« Vous aimez-vous vraiment tous les deux et promettez-vous de rester ensemble pour le restant de vos jours ? »
« Oui. »
« ... »
Il avait répondu sans une once d'inquiétude.
En ce jour qui aurait dû être le plus heureux du monde, le marié affichait un visage froid qui n'avait rien à faire à un mariage. Et pourtant, un sourire satisfait flottait sur ses lèvres. Un sourire que lui seul pouvait reconnaître.
Werazel, quant à elle, fixait le mur d'un air absent. Elle devait répondre à la question de l'officiant, mais n'y arrivait pas.

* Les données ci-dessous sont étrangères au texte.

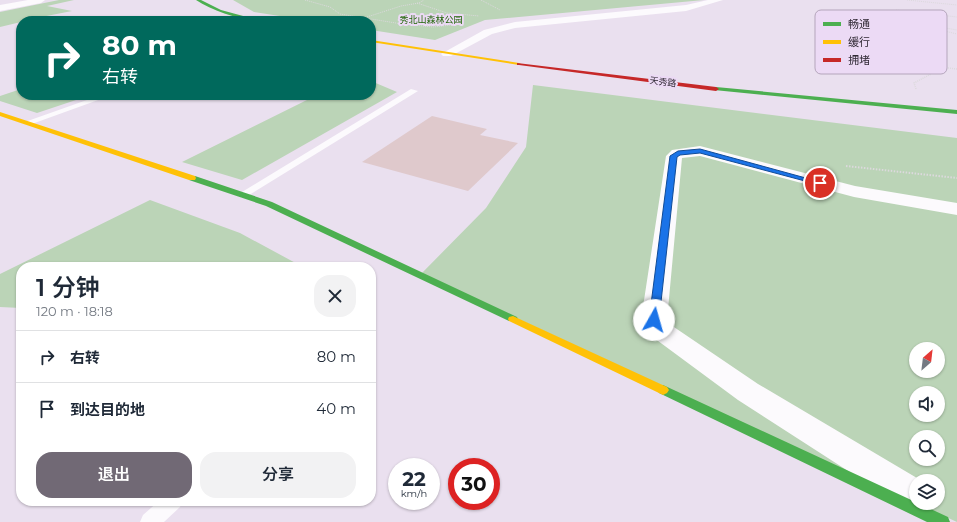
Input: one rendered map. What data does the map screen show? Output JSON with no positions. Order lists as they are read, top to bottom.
{
  "streets": {
    "main road": ["天秀路"]
  },
  "parks": ["秀北山森林公园"],
  "legend": ["畅通", "缓行", "拥堵"],
  "north": "top right",
  "page": {
    "turn": ["80 m", "右转"],
    "heading": ["1 分钟", "120 m · 18:18"],
    "list": [
      {
        "name": "右转",
        "value": "80 m"
      },
      {
        "name": "到达目的地",
        "value": "40 m"
      }
    ],
    "buttons": ["退出", "分享"],
    "speed": "22 km/h",
    "limit": "30"
  }
}
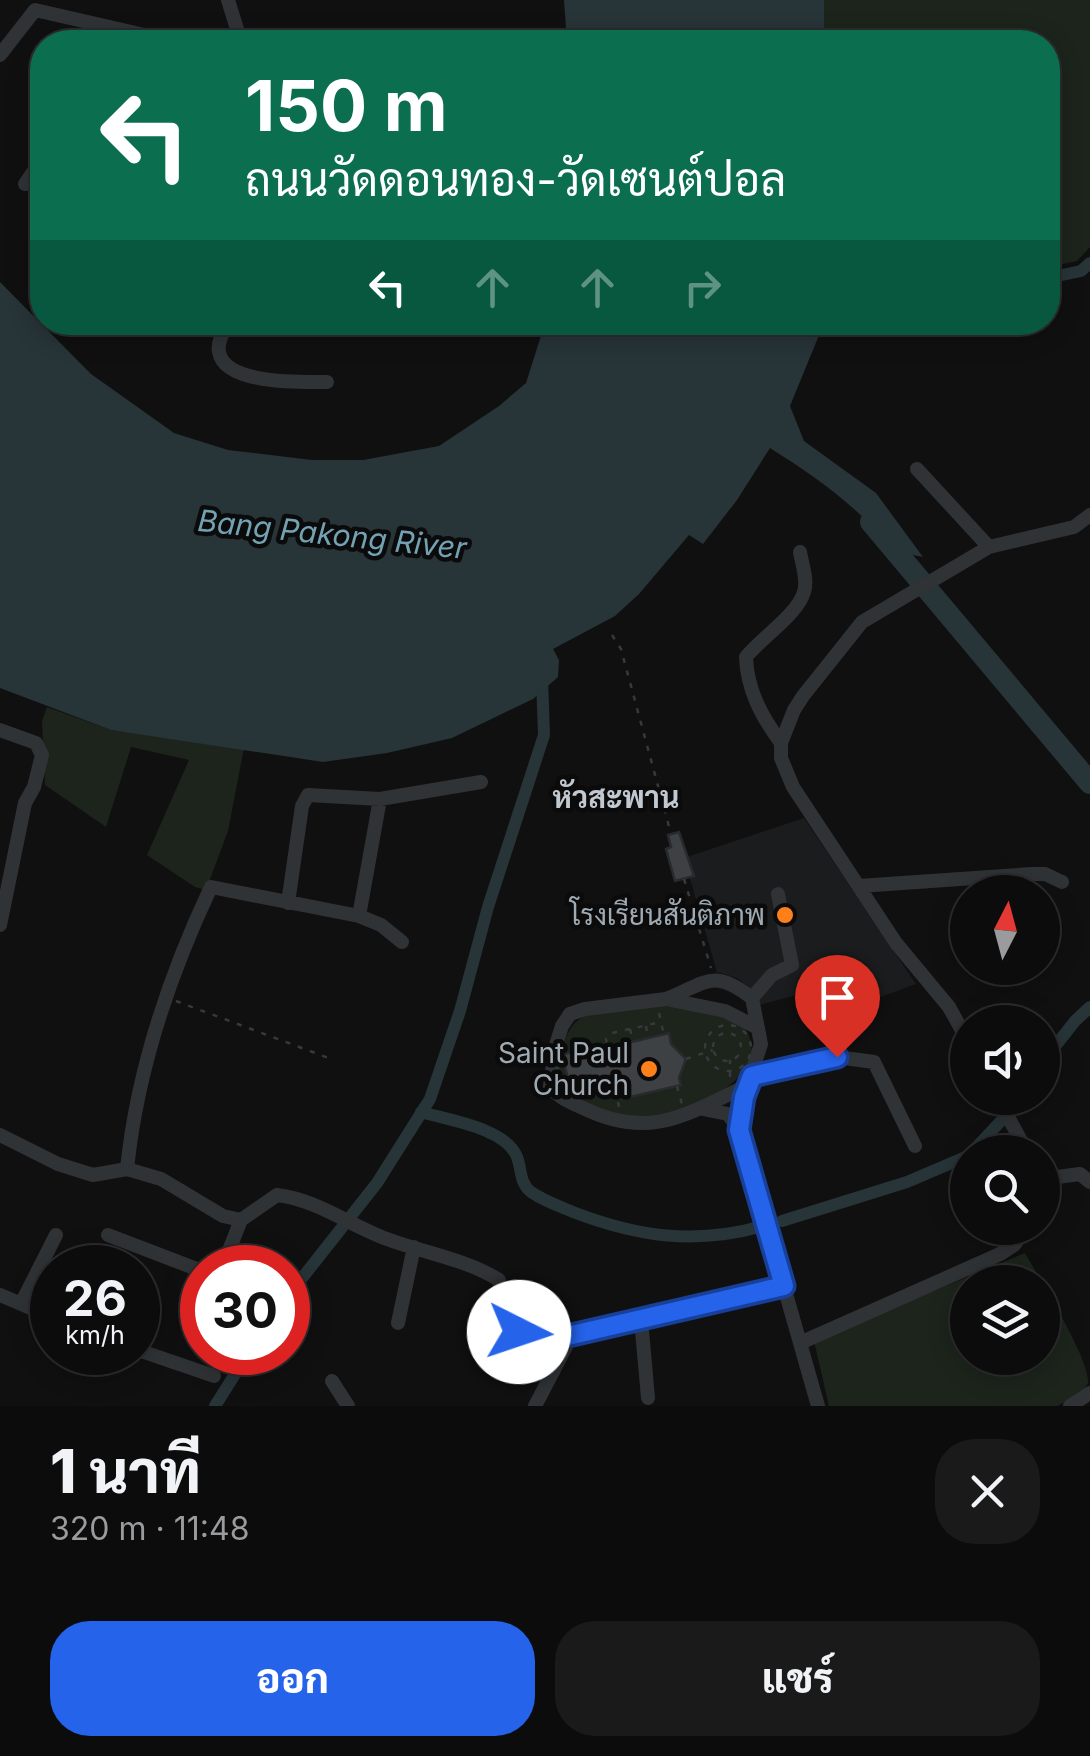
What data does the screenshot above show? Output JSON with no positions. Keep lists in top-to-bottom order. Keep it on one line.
{"districts":["หัวสะพาน"],"water":["Bang Pakong River"],"places":["โรงเรียนสันติภาพ","Saint Paul Church"],"north":"top","page":{"turn":["150 m","ถนนวัดดอนทอง-วัดเซนต์ปอล"],"speed":"26 km/h","limit":"30","heading":["1 นาที","320 m · 11:48"],"buttons":["ออก","แชร์"]}}
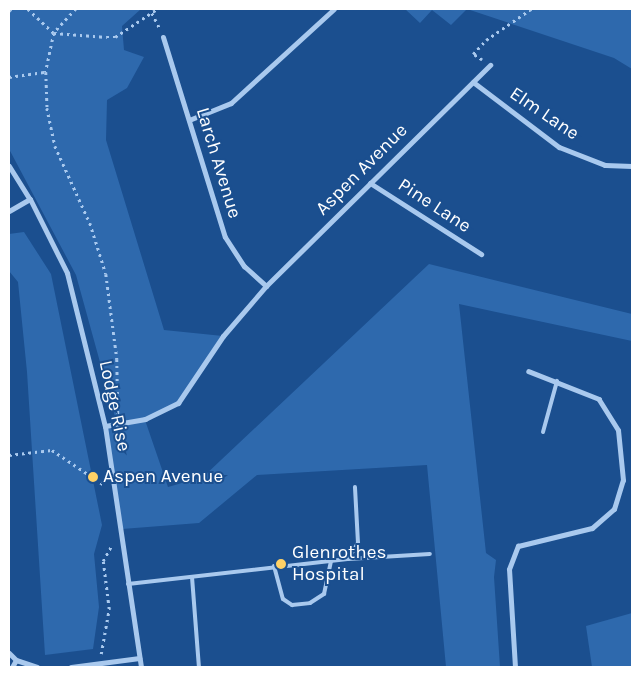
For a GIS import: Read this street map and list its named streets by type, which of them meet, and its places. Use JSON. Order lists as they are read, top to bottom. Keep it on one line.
{"streets":{"street":["Elm Lane","Larch Avenue","Aspen Avenue","Pine Lane","Lodge Rise"]},"crossings":[["Elm Lane","Aspen Avenue"],["Larch Avenue","Aspen Avenue"],["Aspen Avenue","Pine Lane"],["Aspen Avenue","Lodge Rise"]],"places":["Aspen Avenue","Glenrothes Hospital"]}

'Si je dis oui, je ne pourrai plus revenir sur rien.'
On frappa à la porte.
« Entrez. »
Elle répondit sans réfléchir.
Elle avait demandé plus tôt à Tia, sa servante, de lui préparer un thé chaud.
« Êtes-vous prête ? »
Seulement, la voix qu'elle entendit était grave.
'La voix de Tia ne peut pas être comme ça...'
Surprise, Werazel se leva du lit.
Ses yeux s'écarquillèrent.
Une personne inattendue se tenait devant elle.

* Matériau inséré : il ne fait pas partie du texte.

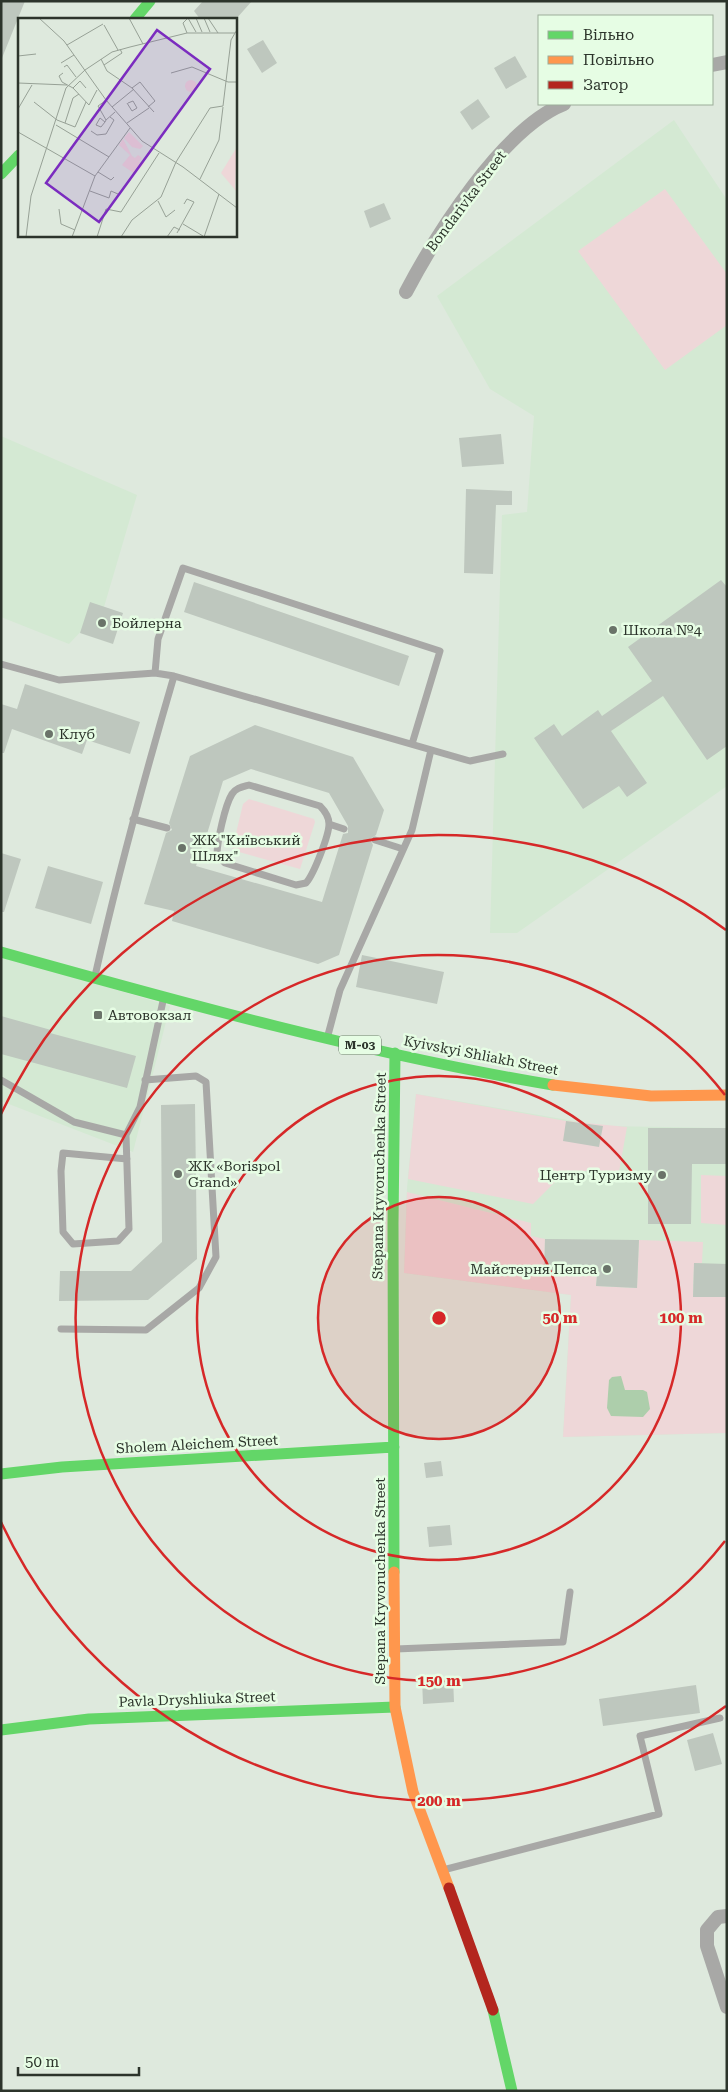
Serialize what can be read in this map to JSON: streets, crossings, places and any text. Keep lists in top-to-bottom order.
{
  "streets": {
    "main road": [
      "М-03",
      "Kyivskyi Shliakh Street",
      "Stepana Kryvoruchenka Street",
      "Sholem Aleichem Street",
      "Pavla Dryshliuka Street"
    ],
    "street": ["Bondarivka Street"]
  },
  "crossings": [
    ["Kyivskyi Shliakh Street", "Stepana Kryvoruchenka Street"],
    ["Stepana Kryvoruchenka Street", "Sholem Aleichem Street"],
    ["Stepana Kryvoruchenka Street", "Pavla Dryshliuka Street"]
  ],
  "places": {
    "other": [
      "Бойлерна",
      "Школа №4",
      "Клуб",
      "ЖК \"Київський Шлях\"",
      "ЖК «Borispol Grand»",
      "Центр Туризму",
      "Майстерня Пепса"
    ],
    "transit": ["Автовокзал"]
  },
  "legend": ["Вільно", "Повільно", "Затор"],
  "scale_bar": "50 m",
  "rings": [
    "50 m",
    "100 m",
    "150 m",
    "200 m"
  ]
}
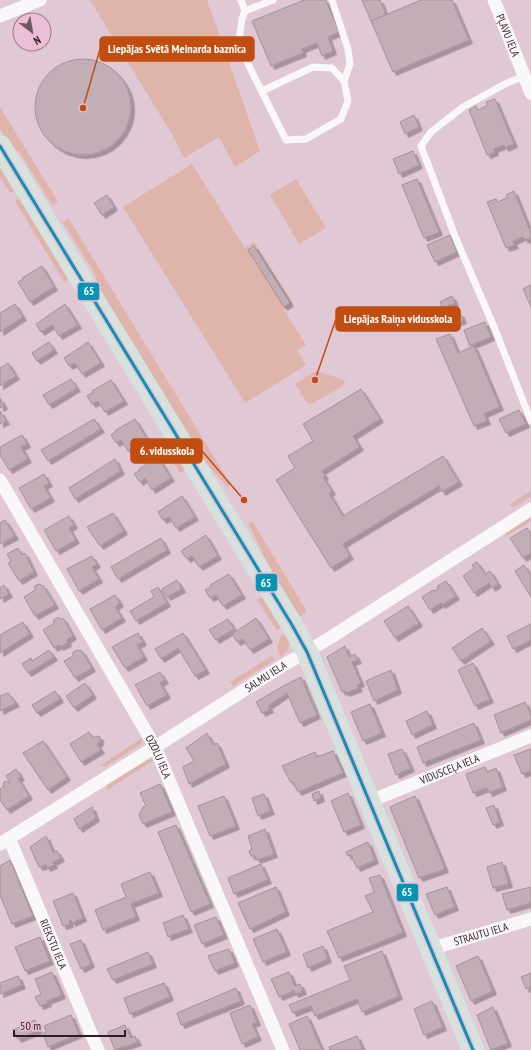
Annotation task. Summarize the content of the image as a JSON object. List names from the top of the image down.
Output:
{
  "streets": {
    "street": [
      "PĻAVU IELA",
      "SALMU IELA",
      "OZOLU IELA",
      "VIDUSCEĻA IELA",
      "STRAUTU IELA",
      "RIEKSTU IELA"
    ]
  },
  "crossings": [
    ["SALMU IELA", "OZOLU IELA"],
    ["SALMU IELA", "RIEKSTU IELA"]
  ],
  "places": ["Liepājas Svētā Meinarda baznīca", "Liepājas Raiņa vidusskola", "6. vidusskola"],
  "lines": ["transit line 65"],
  "scale_bar": "50 m",
  "north": "bottom right"
}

Le visage de Werazel s'empourpra aussitôt devant la tenue très légère de Chester.
« Qu'est-ce que c'est que cette tenue ?! »
Elle se détourna en hâte, mais ses joues brûlaient à cause des muscles fermes que dessinait son vêtement fin.

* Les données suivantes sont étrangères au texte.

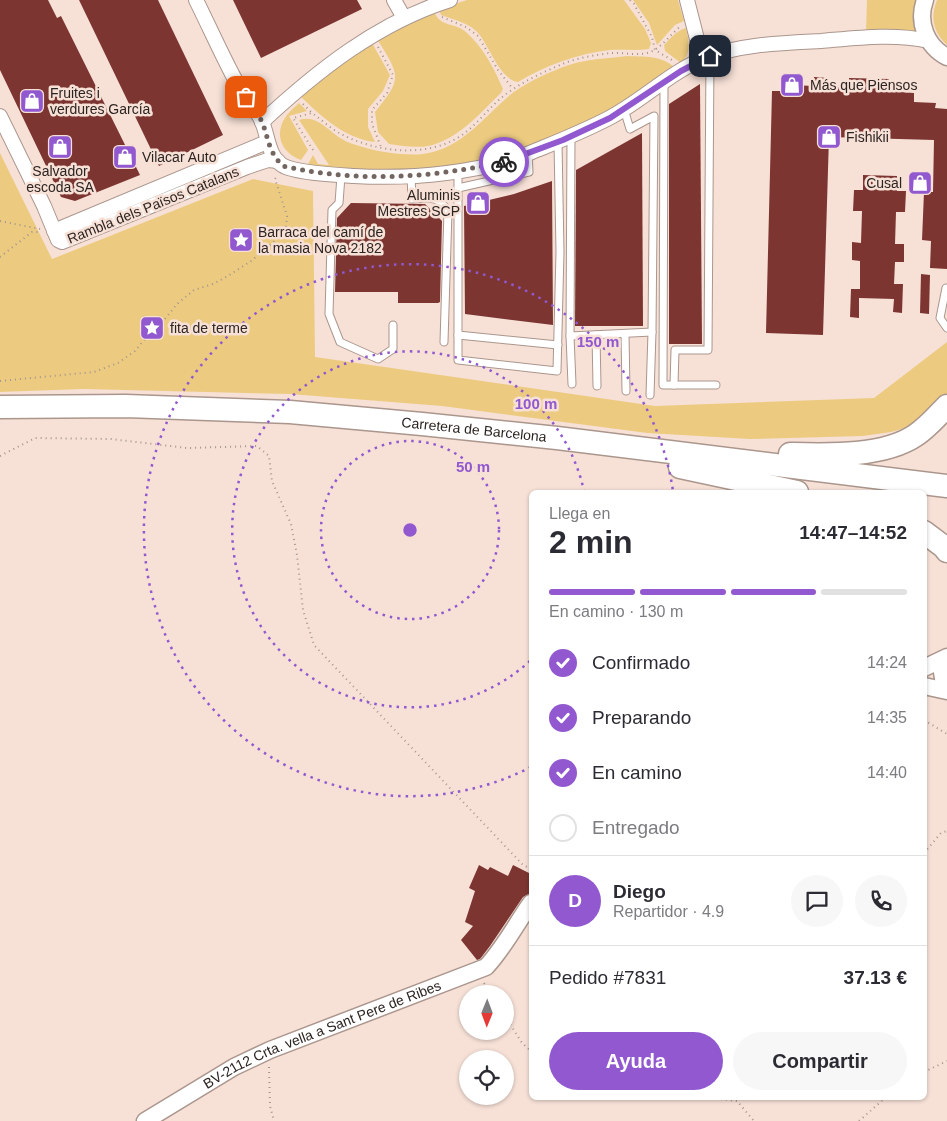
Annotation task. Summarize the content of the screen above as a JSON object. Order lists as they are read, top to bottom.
{
  "streets": {
    "highway": ["Carretera de Barcelona"],
    "street": ["Rambla dels Països Catalans", "BV-2112 Crta. vella a Sant Pere de Ribes"]
  },
  "places": {
    "shop": [
      "Más que Piensos",
      "Fruites i verdures García",
      "Fishikii",
      "Salvador escoda SA",
      "Vilacar Auto",
      "Cusal",
      "Aluminis Mestres SCP"
    ],
    "place": ["Barraca del camí de la masia Nova 2182", "fita de terme"]
  },
  "north": "bottom",
  "page": {
    "heading": ["2 min", "Llega en", "14:47–14:52"],
    "panel": [
      "Diego",
      "Repartidor · 4.9",
      "Pedido #7831",
      "37.13 €"
    ],
    "bar": "En camino · 130 m",
    "list": [
      ["Confirmado", "14:24"],
      ["Preparando", "14:35"],
      ["En camino", "14:40"],
      "Entregado"
    ],
    "round": "D",
    "buttons": ["Ayuda", "Compartir"]
  },
  "rings": ["150 m", "100 m", "50 m"]
}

« Monsieur le duc, que faites-vous ici ? »
« Il est temps d'étreindre la mariée. »
La voix malicieuse de Chester surprit Werazel.
« Qu'est-ce que vous racontez ? »
'Étreindre la mariée. Cela veut donc dire...'
« C'est la nuit de noces, aujourd'hui. »
'Il vient bien de dire nuit de noces ? Ce n'était pas dans le contrat, ça. Non, pourquoi parle-t-il de ça tout d'un coup ?'
Werazel secoua la tête pour vérifier qu'elle avait bien entendu.
« Puisque nous sommes mariés, je dois évidemment passer la nuit de noces avec vous. Je suis prêt, mais avez-vous besoin de plus de temps ? »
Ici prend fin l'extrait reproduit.